Stored data entries:
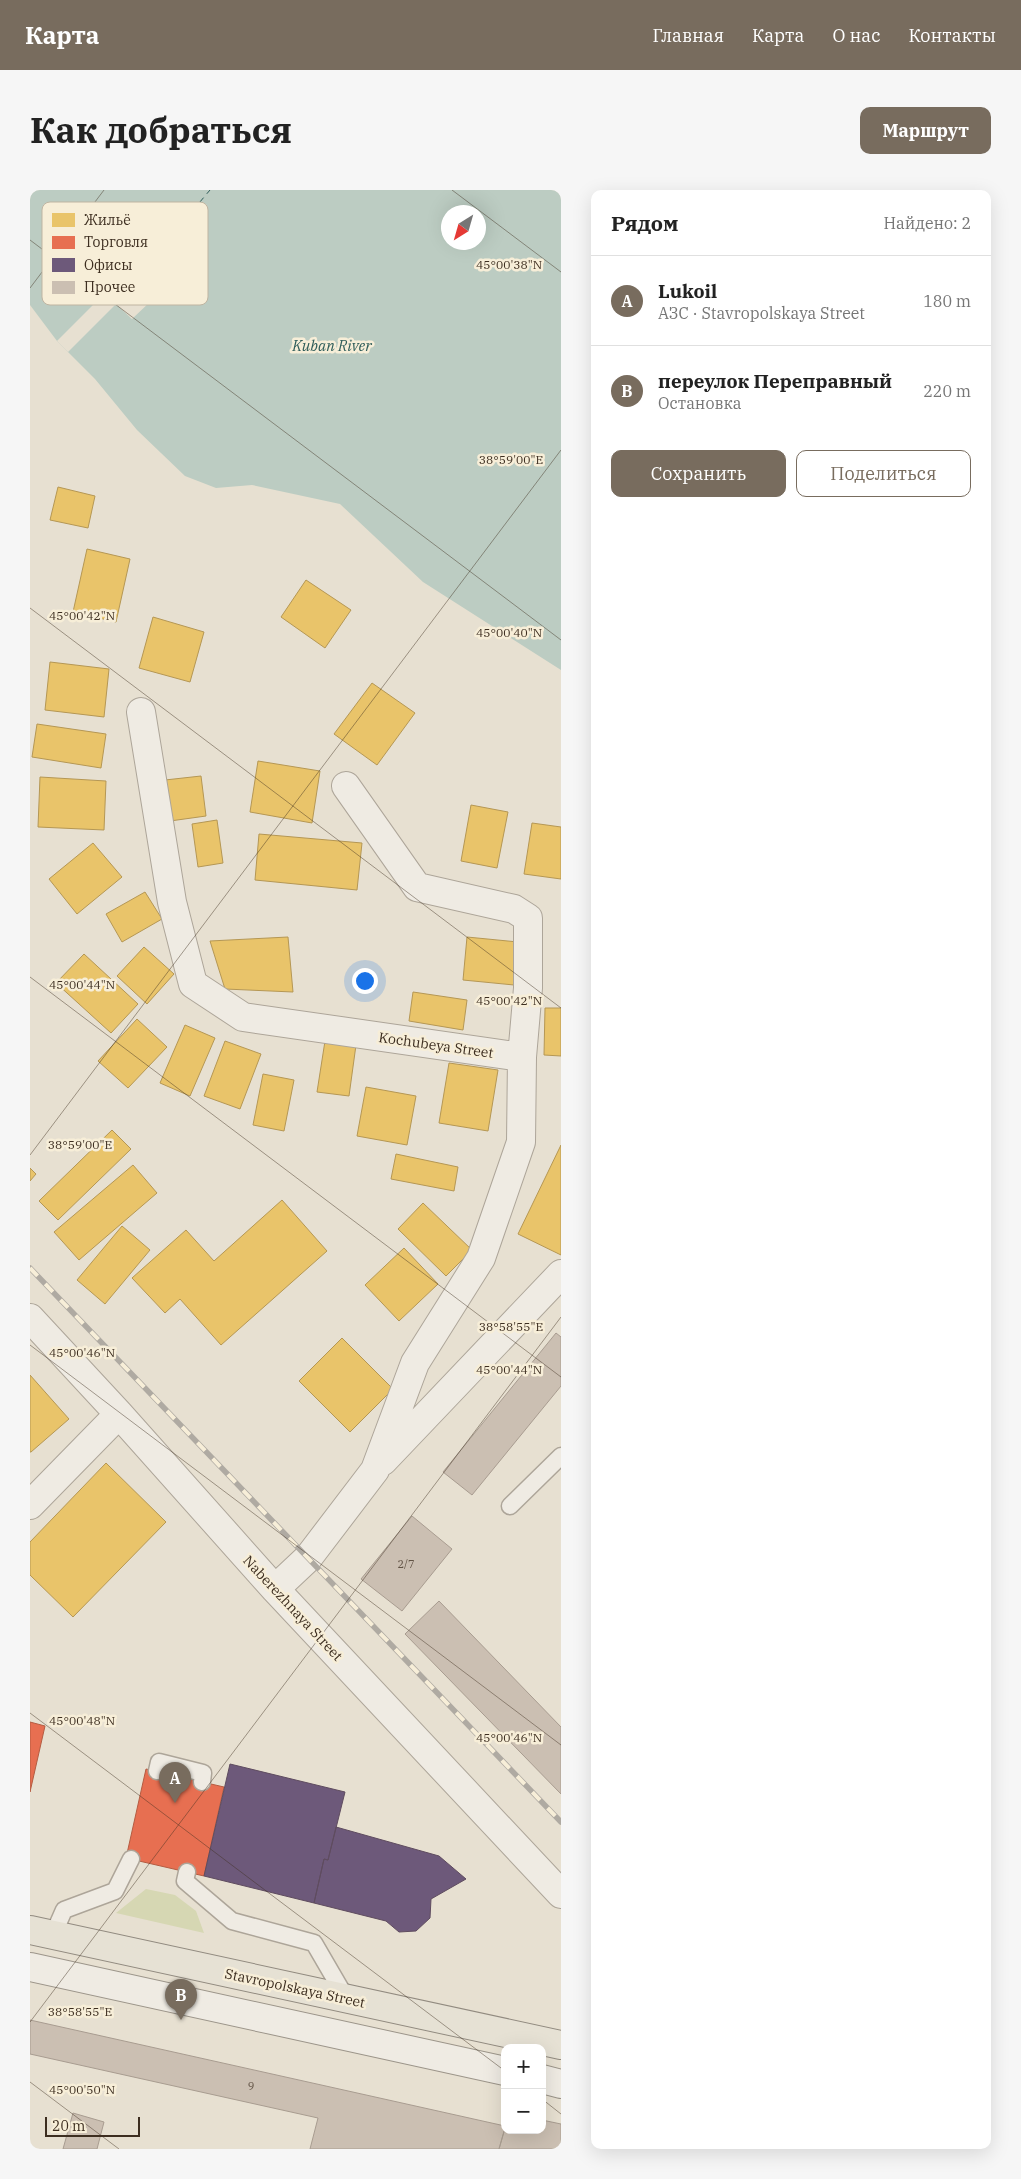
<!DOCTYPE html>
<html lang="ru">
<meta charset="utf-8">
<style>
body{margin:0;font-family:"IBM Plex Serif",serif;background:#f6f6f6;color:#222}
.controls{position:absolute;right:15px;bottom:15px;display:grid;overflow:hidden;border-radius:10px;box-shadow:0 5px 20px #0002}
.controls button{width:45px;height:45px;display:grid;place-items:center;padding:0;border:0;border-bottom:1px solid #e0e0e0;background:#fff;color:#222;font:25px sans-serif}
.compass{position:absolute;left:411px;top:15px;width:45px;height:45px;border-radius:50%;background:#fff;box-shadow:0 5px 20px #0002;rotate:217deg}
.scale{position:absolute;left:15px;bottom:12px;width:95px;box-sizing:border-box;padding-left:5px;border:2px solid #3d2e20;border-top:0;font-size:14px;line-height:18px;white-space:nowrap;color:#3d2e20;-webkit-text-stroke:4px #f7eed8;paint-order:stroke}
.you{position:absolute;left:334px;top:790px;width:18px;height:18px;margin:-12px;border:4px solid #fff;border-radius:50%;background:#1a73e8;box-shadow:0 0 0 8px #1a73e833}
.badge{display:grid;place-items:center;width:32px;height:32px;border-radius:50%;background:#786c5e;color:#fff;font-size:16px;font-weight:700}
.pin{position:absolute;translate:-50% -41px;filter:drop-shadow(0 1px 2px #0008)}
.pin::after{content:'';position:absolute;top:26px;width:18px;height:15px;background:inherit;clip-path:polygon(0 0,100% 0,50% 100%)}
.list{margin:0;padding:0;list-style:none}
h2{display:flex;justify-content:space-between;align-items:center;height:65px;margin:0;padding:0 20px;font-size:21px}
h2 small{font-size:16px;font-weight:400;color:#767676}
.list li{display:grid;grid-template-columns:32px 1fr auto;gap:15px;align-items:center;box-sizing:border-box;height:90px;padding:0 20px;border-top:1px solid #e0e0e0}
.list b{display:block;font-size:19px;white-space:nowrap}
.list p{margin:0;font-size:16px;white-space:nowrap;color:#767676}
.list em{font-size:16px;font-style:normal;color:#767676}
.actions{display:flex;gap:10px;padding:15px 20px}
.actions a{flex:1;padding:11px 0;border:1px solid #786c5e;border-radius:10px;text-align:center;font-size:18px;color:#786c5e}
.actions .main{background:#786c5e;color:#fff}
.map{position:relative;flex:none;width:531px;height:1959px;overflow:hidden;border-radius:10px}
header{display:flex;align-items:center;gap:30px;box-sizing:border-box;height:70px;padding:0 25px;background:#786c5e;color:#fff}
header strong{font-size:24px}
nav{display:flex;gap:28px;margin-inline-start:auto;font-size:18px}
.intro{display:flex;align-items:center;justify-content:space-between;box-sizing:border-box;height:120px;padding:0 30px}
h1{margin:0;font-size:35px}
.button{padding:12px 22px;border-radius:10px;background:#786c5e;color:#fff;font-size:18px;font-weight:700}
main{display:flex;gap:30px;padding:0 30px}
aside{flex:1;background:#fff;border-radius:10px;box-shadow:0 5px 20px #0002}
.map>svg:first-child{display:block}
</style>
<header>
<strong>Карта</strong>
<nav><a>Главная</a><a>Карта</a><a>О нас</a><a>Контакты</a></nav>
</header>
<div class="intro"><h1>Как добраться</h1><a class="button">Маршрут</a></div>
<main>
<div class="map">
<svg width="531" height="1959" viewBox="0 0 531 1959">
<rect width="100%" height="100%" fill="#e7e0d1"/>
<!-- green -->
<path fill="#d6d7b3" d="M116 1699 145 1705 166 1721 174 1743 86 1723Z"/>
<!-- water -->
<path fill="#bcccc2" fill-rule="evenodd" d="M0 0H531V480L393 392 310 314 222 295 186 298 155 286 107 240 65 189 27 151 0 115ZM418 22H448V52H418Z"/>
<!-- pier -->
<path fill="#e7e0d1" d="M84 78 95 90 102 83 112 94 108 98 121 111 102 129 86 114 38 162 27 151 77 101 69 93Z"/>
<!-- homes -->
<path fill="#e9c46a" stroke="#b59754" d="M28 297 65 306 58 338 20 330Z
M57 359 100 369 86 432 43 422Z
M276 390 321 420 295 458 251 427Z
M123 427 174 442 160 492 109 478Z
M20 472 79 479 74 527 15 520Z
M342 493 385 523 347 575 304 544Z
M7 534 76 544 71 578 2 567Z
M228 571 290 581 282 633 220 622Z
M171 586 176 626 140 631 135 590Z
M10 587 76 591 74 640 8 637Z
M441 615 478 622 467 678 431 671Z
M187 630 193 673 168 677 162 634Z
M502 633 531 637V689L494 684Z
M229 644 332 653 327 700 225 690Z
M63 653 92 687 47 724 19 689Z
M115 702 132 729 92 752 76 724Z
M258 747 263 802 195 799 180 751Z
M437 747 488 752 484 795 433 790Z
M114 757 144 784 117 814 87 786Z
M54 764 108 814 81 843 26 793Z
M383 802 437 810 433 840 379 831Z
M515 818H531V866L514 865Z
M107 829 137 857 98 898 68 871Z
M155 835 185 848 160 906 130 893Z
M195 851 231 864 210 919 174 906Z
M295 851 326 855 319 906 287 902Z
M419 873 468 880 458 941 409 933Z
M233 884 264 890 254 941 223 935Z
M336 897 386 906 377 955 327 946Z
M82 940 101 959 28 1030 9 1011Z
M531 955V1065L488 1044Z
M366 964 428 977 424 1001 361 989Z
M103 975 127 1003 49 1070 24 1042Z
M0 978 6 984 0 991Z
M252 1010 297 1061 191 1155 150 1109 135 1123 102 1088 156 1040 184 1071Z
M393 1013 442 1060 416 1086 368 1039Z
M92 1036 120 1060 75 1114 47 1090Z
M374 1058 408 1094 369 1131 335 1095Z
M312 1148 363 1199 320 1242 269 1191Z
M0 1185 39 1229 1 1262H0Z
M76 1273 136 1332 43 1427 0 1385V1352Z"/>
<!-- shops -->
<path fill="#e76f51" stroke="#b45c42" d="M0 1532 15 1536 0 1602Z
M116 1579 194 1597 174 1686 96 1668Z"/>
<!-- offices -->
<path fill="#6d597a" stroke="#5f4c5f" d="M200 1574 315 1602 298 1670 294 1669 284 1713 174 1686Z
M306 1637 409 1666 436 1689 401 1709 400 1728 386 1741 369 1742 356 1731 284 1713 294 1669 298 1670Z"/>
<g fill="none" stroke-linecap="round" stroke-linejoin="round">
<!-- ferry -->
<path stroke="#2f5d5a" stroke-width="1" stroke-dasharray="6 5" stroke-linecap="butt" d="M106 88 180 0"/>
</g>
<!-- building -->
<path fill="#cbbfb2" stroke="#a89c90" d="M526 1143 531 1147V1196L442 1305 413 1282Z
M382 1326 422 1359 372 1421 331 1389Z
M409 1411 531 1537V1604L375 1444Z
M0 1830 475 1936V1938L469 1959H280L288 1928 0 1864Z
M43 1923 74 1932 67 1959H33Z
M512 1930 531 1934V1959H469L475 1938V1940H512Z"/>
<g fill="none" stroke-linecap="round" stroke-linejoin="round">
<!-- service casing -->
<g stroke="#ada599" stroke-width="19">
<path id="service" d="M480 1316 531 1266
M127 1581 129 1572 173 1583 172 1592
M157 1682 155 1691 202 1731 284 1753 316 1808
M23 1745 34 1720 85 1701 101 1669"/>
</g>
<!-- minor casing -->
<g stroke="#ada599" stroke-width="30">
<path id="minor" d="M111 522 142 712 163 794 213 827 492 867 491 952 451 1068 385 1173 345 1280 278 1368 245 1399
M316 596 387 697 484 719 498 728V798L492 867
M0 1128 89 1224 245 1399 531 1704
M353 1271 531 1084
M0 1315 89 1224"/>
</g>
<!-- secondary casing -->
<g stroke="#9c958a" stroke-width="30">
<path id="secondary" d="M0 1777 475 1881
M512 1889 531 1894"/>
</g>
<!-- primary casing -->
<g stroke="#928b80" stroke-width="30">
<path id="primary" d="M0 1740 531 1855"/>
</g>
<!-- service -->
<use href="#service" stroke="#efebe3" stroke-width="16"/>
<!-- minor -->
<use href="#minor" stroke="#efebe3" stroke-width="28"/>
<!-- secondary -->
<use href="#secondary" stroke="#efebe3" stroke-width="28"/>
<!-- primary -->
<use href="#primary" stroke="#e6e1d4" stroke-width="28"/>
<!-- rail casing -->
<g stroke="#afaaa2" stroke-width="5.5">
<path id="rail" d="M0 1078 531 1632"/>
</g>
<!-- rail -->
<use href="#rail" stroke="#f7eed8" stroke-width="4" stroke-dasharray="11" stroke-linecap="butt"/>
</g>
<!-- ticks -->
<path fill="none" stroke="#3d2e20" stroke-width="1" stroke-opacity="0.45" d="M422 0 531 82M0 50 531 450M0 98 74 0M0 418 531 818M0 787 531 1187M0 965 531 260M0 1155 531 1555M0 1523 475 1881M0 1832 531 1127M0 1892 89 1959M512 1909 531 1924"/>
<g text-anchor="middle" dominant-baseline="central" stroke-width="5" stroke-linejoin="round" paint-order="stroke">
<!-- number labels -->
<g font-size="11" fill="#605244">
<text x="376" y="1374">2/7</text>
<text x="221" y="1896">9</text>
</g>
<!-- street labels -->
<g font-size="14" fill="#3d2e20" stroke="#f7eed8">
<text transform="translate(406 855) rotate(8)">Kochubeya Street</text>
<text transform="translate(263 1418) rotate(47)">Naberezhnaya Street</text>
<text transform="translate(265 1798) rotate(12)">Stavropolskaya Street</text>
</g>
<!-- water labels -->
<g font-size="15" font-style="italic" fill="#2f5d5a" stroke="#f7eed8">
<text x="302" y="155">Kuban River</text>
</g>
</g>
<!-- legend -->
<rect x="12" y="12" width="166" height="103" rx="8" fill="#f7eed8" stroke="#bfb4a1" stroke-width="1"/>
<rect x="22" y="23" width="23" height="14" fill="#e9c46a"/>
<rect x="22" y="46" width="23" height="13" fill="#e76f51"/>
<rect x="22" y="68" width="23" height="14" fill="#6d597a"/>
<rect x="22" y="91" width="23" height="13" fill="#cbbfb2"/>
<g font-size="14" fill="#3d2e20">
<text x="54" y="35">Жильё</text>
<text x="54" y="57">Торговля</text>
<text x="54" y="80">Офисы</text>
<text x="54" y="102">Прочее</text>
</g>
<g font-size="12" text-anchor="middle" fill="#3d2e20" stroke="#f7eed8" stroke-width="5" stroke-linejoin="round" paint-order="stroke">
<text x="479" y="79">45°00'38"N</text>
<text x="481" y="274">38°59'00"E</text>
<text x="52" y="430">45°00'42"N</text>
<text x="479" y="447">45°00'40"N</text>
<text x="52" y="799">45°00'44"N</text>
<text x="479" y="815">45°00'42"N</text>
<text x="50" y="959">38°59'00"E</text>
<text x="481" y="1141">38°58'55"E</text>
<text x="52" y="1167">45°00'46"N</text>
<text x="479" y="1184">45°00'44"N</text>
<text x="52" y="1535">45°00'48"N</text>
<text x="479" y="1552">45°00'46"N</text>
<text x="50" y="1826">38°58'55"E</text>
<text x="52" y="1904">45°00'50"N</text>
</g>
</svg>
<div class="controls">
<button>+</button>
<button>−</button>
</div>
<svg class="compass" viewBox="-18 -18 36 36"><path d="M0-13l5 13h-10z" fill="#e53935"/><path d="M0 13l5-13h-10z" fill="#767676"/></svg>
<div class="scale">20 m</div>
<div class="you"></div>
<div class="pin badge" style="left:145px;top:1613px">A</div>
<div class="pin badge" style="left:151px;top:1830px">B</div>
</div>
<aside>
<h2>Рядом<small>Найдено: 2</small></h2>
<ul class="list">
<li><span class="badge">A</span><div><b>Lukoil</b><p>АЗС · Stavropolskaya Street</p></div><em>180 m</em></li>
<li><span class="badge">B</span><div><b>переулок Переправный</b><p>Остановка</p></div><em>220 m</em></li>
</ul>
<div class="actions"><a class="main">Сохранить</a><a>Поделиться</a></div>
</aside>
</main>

#### [WHAT YOU WILL DO]
Could you retype exactly the lines above, starting at the line that contains "1713 174 1686Z" and ending at the line that contains "<!-- minor -->", and nothing more?

#### [ANSWER BOX]
<path fill="#6d597a" stroke="#5f4c5f" d="M200 1574 315 1602 298 1670 294 1669 284 1713 174 1686Z
M306 1637 409 1666 436 1689 401 1709 400 1728 386 1741 369 1742 356 1731 284 1713 294 1669 298 1670Z"/>
<g fill="none" stroke-linecap="round" stroke-linejoin="round">
<!-- ferry -->
<path stroke="#2f5d5a" stroke-width="1" stroke-dasharray="6 5" stroke-linecap="butt" d="M106 88 180 0"/>
</g>
<!-- building -->
<path fill="#cbbfb2" stroke="#a89c90" d="M526 1143 531 1147V1196L442 1305 413 1282Z
M382 1326 422 1359 372 1421 331 1389Z
M409 1411 531 1537V1604L375 1444Z
M0 1830 475 1936V1938L469 1959H280L288 1928 0 1864Z
M43 1923 74 1932 67 1959H33Z
M512 1930 531 1934V1959H469L475 1938V1940H512Z"/>
<g fill="none" stroke-linecap="round" stroke-linejoin="round">
<!-- service casing -->
<g stroke="#ada599" stroke-width="19">
<path id="service" d="M480 1316 531 1266
M127 1581 129 1572 173 1583 172 1592
M157 1682 155 1691 202 1731 284 1753 316 1808
M23 1745 34 1720 85 1701 101 1669"/>
</g>
<!-- minor casing -->
<g stroke="#ada599" stroke-width="30">
<path id="minor" d="M111 522 142 712 163 794 213 827 492 867 491 952 451 1068 385 1173 345 1280 278 1368 245 1399
M316 596 387 697 484 719 498 728V798L492 867
M0 1128 89 1224 245 1399 531 1704
M353 1271 531 1084
M0 1315 89 1224"/>
</g>
<!-- secondary casing -->
<g stroke="#9c958a" stroke-width="30">
<path id="secondary" d="M0 1777 475 1881
M512 1889 531 1894"/>
</g>
<!-- primary casing -->
<g stroke="#928b80" stroke-width="30">
<path id="primary" d="M0 1740 531 1855"/>
</g>
<!-- service -->
<use href="#service" stroke="#efebe3" stroke-width="16"/>
<!-- minor -->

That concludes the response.